The median age in the village was 41.3 years. 26.6% of residents were under the age of 18; 10.4% were between the ages of 18 and 24; 16.5% were from 25 to 44; 27% were from 45 to 64; and 19.1% were 65 years of age or older. The gender makeup of the village was 50.8% male and 49.2% female.

===2000 census===
As of the census of 2000, there were 231 people, 89 households, and 67 families living in the town. The population density was 702.0 PD/sqmi. There were 92 housing units at an average density of 279.6 /sqmi. The racial makeup of the town was 92.64% White, 3.90% Native American, 1.73% from other races, and 1.73% from two or more races. Hispanic or Latino of any race were 2.16% of the population.

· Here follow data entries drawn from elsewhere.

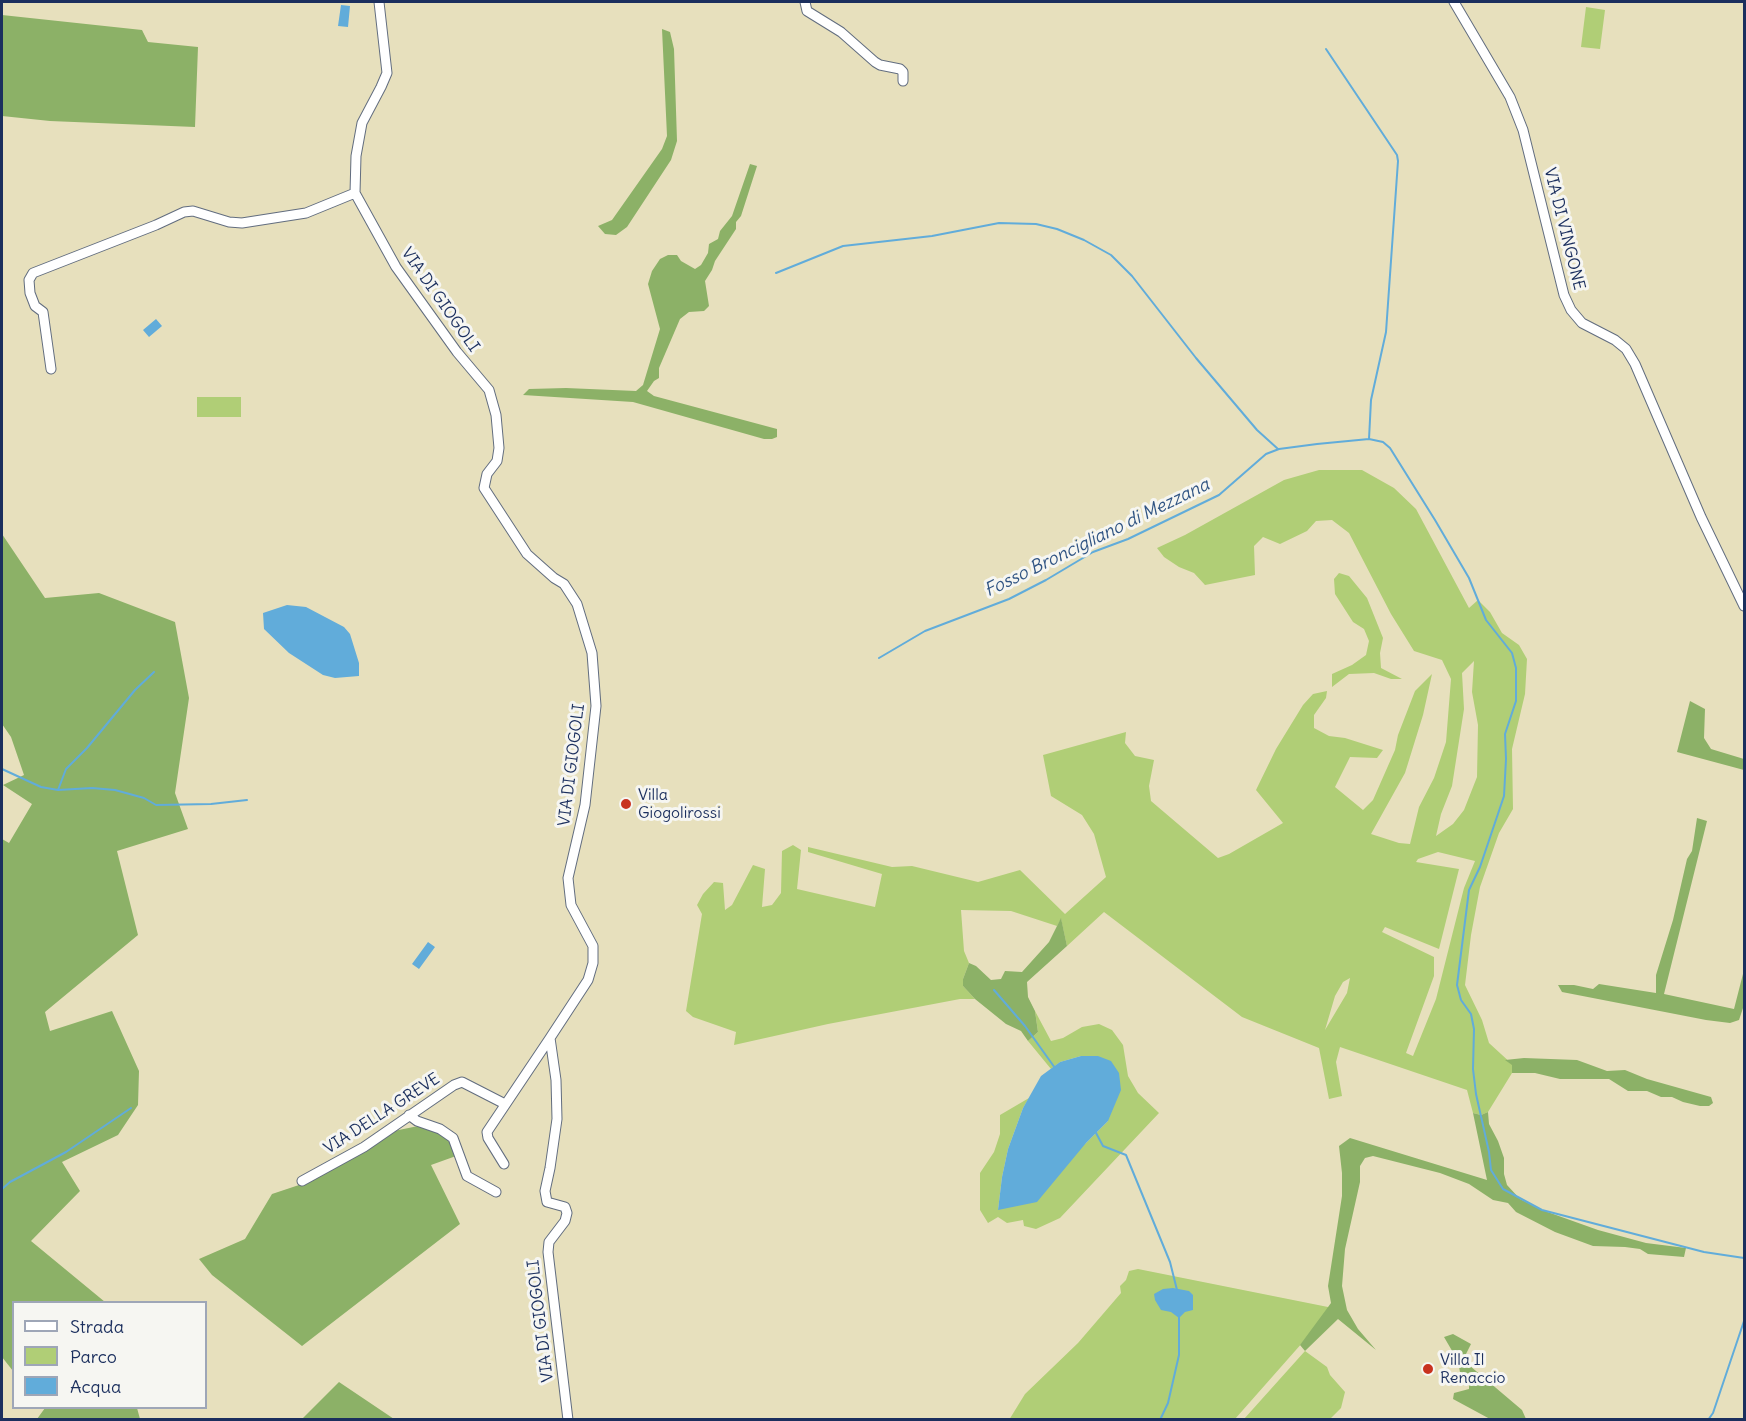 <!DOCTYPE html>
<style>
body{margin:0}
#map{position:relative;width:1746px;height:1421px;overflow:hidden;background:#e7e0bd;font-family:Delius,sans-serif}
canvas{display:block}
.frame{position:absolute;inset:0;border:3px solid #1b2f5e;pointer-events:none}
.legend{position:absolute;left:12px;top:1301px;width:195px;height:108px;box-sizing:border-box;background:#f6f6f2;border:2px solid #9ea6b7;margin:0;padding:8px 10px;list-style:none;font-size:18px;color:#1b2f5e}
.legend li{display:flex;align-items:center;gap:12px;height:30px}
.legend b{width:30px;border:2px solid #9ea6b7}
</style>
<div id="map">
<canvas width="1746" height="1421"></canvas>
<div class="frame"></div>
<ul class="legend">
<li><b style="height:8px;background:#fff"></b>Strada</li>
<li><b style="height:16px;background:#b0ce76"></b>Parco</li>
<li><b style="height:16px;background:#61acda"></b>Acqua</li>
</ul>
</div>
<script>
const ctx = document.querySelector('canvas').getContext('2d');
ctx.lineJoin = 'round';
function paint(path, color) {
  ctx.fillStyle = color;
  ctx.fill(path, 'evenodd');
}
function toPath(rows) {
  const path = new Path2D();
  for (const r of rows) {
    path.moveTo(r[0], r[1]);
    for (let i = 2; i < r.length; i += 2) path.lineTo(r[i], r[i + 1]);
  }
  return path;
}
function strokePath(path, color, width, dash) {
  ctx.strokeStyle = color;
  ctx.lineWidth = width;
  ctx.lineCap = dash ? 'butt' : 'round';
  ctx.setLineDash(dash || []);
  ctx.stroke(path);
}
function drawText(font, color, halo, rows, align = 'center') {
  ctx.font = font + ' Delius,sans-serif';
  ctx.lineWidth = 6;
  ctx.setLineDash([]);
  ctx.textBaseline = 'middle';
  ctx.strokeStyle = halo;
  ctx.fillStyle = color;
  for (const [text, x, y, turn = 0] of rows) {
    ctx.save();
    ctx.translate(x, y);
    ctx.rotate((+turn || 0) * Math.PI / 180);
    ctx.textAlign = isNaN(turn) ? turn : align;
    if (halo) ctx.strokeText(text, 0, 0);
    ctx.fillText(text, 0, 0);
    ctx.restore();
  }
}
paint(toPath([
 [1586,7,1605,10,1600,49,1581,47],
 [197,397,241,397,241,417,197,417],
 [1319,470,1362,470,1394,488,1416,509,1469,608,1478,600,1490,612,1502,633,1519,645,1527,659,1525,694,1512,749,1513,809,1499,833,1480,887,1471,935,1465,985,1482,1020,1489,1043,1513,1065,1512,1073,1488,1112,1481,1115,1473,1113,1467,1090,1340,1047,1336,1062,1342,1096,1329,1099,1319,1048,1242,1017,1104,912,1067,946,1061,919,1057,926,1011,911,961,910,964,951,969,963,963,979,963,986,975,999,960,999,828,1024,734,1045,736,1032,693,1017,686,1011,702,914,697,905,703,894,714,882,723,883,725,910,732,905,753,865,765,869,762,907,772,905,781,893,782,851,793,845,801,850,797,889,875,907,882,874,808,852,808,847,892,867,912,866,978,882,1020,870,1065,914,1106,877,1094,834,1082,815,1051,796,1043,755,1126,732,1125,743,1135,756,1154,760,1149,786,1151,801,1218,858,1229,854,1283,823,1256,790,1276,749,1303,705,1313,694,1327,691,1326,698,1314,715,1314,728,1329,736,1345,738,1383,750,1377,758,1350,757,1335,787,1363,810,1373,800,1395,750,1398,735,1415,691,1432,674,1423,715,1405,773,1371,834,1399,843,1410,844,1419,807,1434,778,1446,742,1451,679,1442,660,1414,651,1391,614,1349,533,1332,520,1316,521,1307,531,1280,544,1263,537,1254,546,1255,575,1205,585,1194,573,1179,567,1164,557,1157,548,1185,535,1284,480],
 [1474,661,1472,692,1478,725,1477,777,1464,810,1453,824,1436,836,1441,814,1452,786,1464,709,1462,673],
 [1438,852,1475,861,1464,888,1436,999,1413,1056,1406,1053,1434,976,1434,957,1382,932,1385,927,1439,949,1459,869,1416,862,1418,859],
 [1350,978,1347,993,1325,1030,1335,996,1343,982],
 [1339,573,1349,576,1367,598,1383,638,1380,653,1381,668,1402,679,1391,679,1374,673,1349,674,1332,687,1332,674,1352,665,1366,655,1369,641,1364,629,1353,622,1335,594,1334,579],
 [1035,1011,1051,1041,1063,1038,1082,1027,1099,1024,1112,1030,1123,1045,1128,1076,1138,1093,1159,1113,1060,1218,1036,1229,1024,1226,1023,1220,1007,1223,998,1217,988,1223,980,1210,980,1173,994,1152,1000,1134,1000,1115,1029,1098,1023,1108,1008,1149,1002,1177,998,1210,1086,1143,1108,1121,1081,1056,1060,1062,1051,1069,1028,1041,1038,1032],
 [1138,1269,1333,1308,1235,1419,1009,1420,1025,1394,1078,1343,1121,1293,1120,1286,1126,1280,1129,1271],
 [1305,1351,1327,1367,1330,1375,1345,1392,1341,1408,1330,1419,1244,1419]
]), '#b0ce76');
paint(toPath([
 [2,15,142,30,148,42,198,47,195,127,50,121,2,116],
 [662,29,670,32,674,49,677,141,671,160,627,227,616,235,605,234,598,226,612,220,662,149,667,136],
 [750,164,757,166,741,216,736,222,736,229,715,261,712,270,705,281,709,306,704,311,689,312,680,319,659,368,659,378,654,381,647,391,654,396,777,429,777,437,772,439,764,439,633,402,523,395,529,389,566,388,636,391,643,385,660,329,648,284,652,271,660,259,668,255,677,255,681,261,695,269,701,265,708,253,709,244,718,239,720,231,732,216],
 [2,534,45,598,99,593,175,622,189,698,175,793,188,829,117,851,138,935,45,1012,50,1031,112,1011,139,1071,138,1105,118,1135,62,1162,80,1191,31,1241,105,1302,14,1302,13,1371,2,1357,2,839,9,843,32,804,3,785,24,775,11,737,2,724],
 [1690,701,1705,709,1704,738,1711,749,1744,759,1744,770,1677,752],
 [1697,818,1707,821,1664,994,1734,1009,1744,970,1744,1005,1739,1020,1730,1023,1706,1020,1562,992,1558,985,1574,985,1593,989,1599,984,1656,993,1656,975,1673,920,1687,859,1692,851],
 [1061,918,1067,946,1027,982,1028,997,1035,1011,1038,1032,1028,1041,1021,1031,1006,1024,975,999,963,986,963,979,969,963,976,966,991,980,1001,979,1005,971,1022,972,1049,942],
 [1524,1058,1577,1060,1607,1071,1625,1070,1647,1079,1711,1097,1713,1103,1709,1106,1700,1106,1683,1102,1672,1097,1661,1097,1647,1091,1628,1091,1609,1079,1560,1079,1535,1073,1512,1073,1512,1065,1505,1060],
 [1488,1112,1489,1124,1498,1141,1504,1158,1504,1174,1507,1185,1520,1199,1542,1210,1598,1230,1646,1243,1686,1248,1684,1257,1648,1254,1640,1249,1625,1247,1593,1246,1555,1232,1516,1212,1508,1203,1493,1200,1469,1184,1440,1173,1373,1156,1365,1158,1360,1166,1360,1182,1345,1249,1342,1286,1347,1310,1358,1329,1376,1350,1338,1319,1305,1351,1300,1345,1331,1303,1328,1286,1342,1196,1342,1173,1339,1146,1350,1138,1487,1180,1473,1113,1481,1115],
 [423,1125,447,1138,456,1156,431,1165,460,1224,302,1346,212,1275,199,1259,245,1239,272,1194,299,1185,394,1131],
 [1453,1334,1471,1344,1463,1360,1522,1410,1526,1419,1490,1419,1453,1399,1454,1393,1469,1389,1469,1382,1461,1378,1458,1361,1444,1337],
 [339,1382,394,1419,302,1419],
 [45,1408,137,1408,140,1419,37,1419]
]), '#8cb167');
paint(toPath([
 [341,5,350,6,348,27,338,26],
 [156,319,162,326,149,337,143,330],
 [287,605,306,607,344,627,350,634,359,663,359,676,335,678,323,675,289,653,264,629,263,613],
 [428,942,435,947,419,969,412,964],
 [1081,1056,1098,1056,1111,1061,1119,1073,1121,1090,1108,1121,1086,1143,1037,1202,998,1210,1002,1177,1008,1149,1023,1108,1041,1076,1060,1062],
 [1173,1288,1189,1291,1193,1295,1193,1310,1185,1312,1179,1318,1171,1312,1161,1310,1155,1300,1154,1294,1163,1289]
]), '#61acda');
strokePath(toPath([
 [1326,49,1397,155,1398,161,1386,332,1371,400,1369,439],
 [776,273,843,246,932,236,999,223,1036,224,1057,229,1084,240,1111,255,1132,276,1196,358,1257,430,1278,449],
 [879,658,925,631,1009,599,1046,580,1093,552,1128,539,1219,495,1266,454,1279,449,1317,444,1369,439,1383,442,1390,448,1435,520,1469,578,1486,620,1512,653,1516,668,1516,701,1505,734,1506,759,1504,796,1480,867,1469,890,1457,985,1461,1000,1471,1014,1474,1029,1473,1069,1476,1094,1489,1152,1491,1170,1503,1189,1542,1210,1704,1252,1744,1258],
 [2,769,41,787,58,790,92,788,115,790,144,798,156,805,211,804,247,800],
 [58,790,66,769,87,748,135,690,154,672],
 [994,990,1025,1026,1055,1068],
 [1095,1131,1103,1146,1126,1155,1170,1262,1177,1290],
 [2,1189,10,1182,66,1152,131,1108],
 [1160,1420,1168,1403,1179,1355,1179,1316],
 [1708,1420,1713,1413,1744,1321]
]), '#61acda', 2);
const minor = toPath([
 [379,2,387,73,381,87,362,123,356,156,355,193,396,267,457,352,489,390,496,415,499,448,497,461,487,474,484,488,527,554,554,578,564,584,577,604,592,653,596,706,585,805,568,878,571,905,593,946,593,963,588,980,550,1038,556,1080,557,1119,550,1168,545,1191,547,1202,565,1207,567,1213,565,1221,549,1242,548,1252,568,1420],
 [805,2,807,11,841,32,875,62,880,65,900,69,903,72,903,81],
 [1454,2,1510,97,1523,130,1564,295,1571,310,1582,323,1615,340,1626,349,1635,364,1701,517,1744,606],
 [51,369,43,312,35,306,30,293,29,280,33,273,156,225,184,212,193,211,229,222,242,223,306,213,355,193],
 [409,1115,417,1121,440,1129,453,1138,467,1176,496,1192],
 [504,1164,488,1138,487,1132,550,1038],
 [302,1181,364,1147,454,1085,462,1082,505,1104]
]);
strokePath(minor, '#626d7f', 11);
strokePath(minor, '#fff', 9);
for (const [x, y, r, color] of [
 [626,804,6,"#c8321e"],
 [1428,1369,6,"#c8321e"]
]) {
  const dot = new Path2D();
  dot.arc(x, y, r, 0, 2 * Math.PI);
  ctx.fillStyle = color;
  ctx.fill(dot);
  strokePath(dot, '#f6f6f2', 2);
}
drawText('16px', '#1b2f5e', '#f6f6f2', [
 ["VIA DI VINGONE",1564,229,76],
 ["VIA DI GIOGOLI",440,300,55],
 ["VIA DI GIOGOLI",572,765,-83],
 ["VIA DELLA GREVE",382,1114,-33],
 ["VIA DI GIOGOLI",541,1321,-97]
]);
drawText('16px', '#1b2f5e', '#f6f6f2', [
 ["Villa",638,795],
 ["Giogolirossi",638,813],
 ["Villa Il",1440,1360],
 ["Renaccio",1440,1378]
], 'left');
drawText('italic 18px', '#305483', '#f6f6f2', [
 ["Fosso Broncigliano di Mezzana",1097,538,-26]
]);
</script>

There were 89 households, out of which 32.6% had children under the age of 18 living with them, 61.8% were married couples living together, 9.0% had a female householder with no husband present, and 24.7% were non-families. 22.5% of all households were made up of individuals, and 12.4% had someone living alone who was 65 years of age or older. The average household size was 2.60 and the average family size was 3.07.

In the town the population was spread out, with 29.0% under the age of 18, 7.8% from 18 to 24, 25.1% from 25 to 44, 20.8% from 45 to 64, and 17.3% who were 65 years of age or older. The median age was 39 years. For every 100 females, there were 92.5 males. For every 100 females age 18 and over, there were 88.5 males.

The median income for a household in the town was $34,375, and the median income for a family was $35,625. Males had a median income of $26,000 versus $26,000 for females. The per capita income for the town was $13,088. About 12.7% of families and 15.3% of the population were below the poverty line, including 21.4% of those under the age of eighteen and 16.1% of those 65 or over.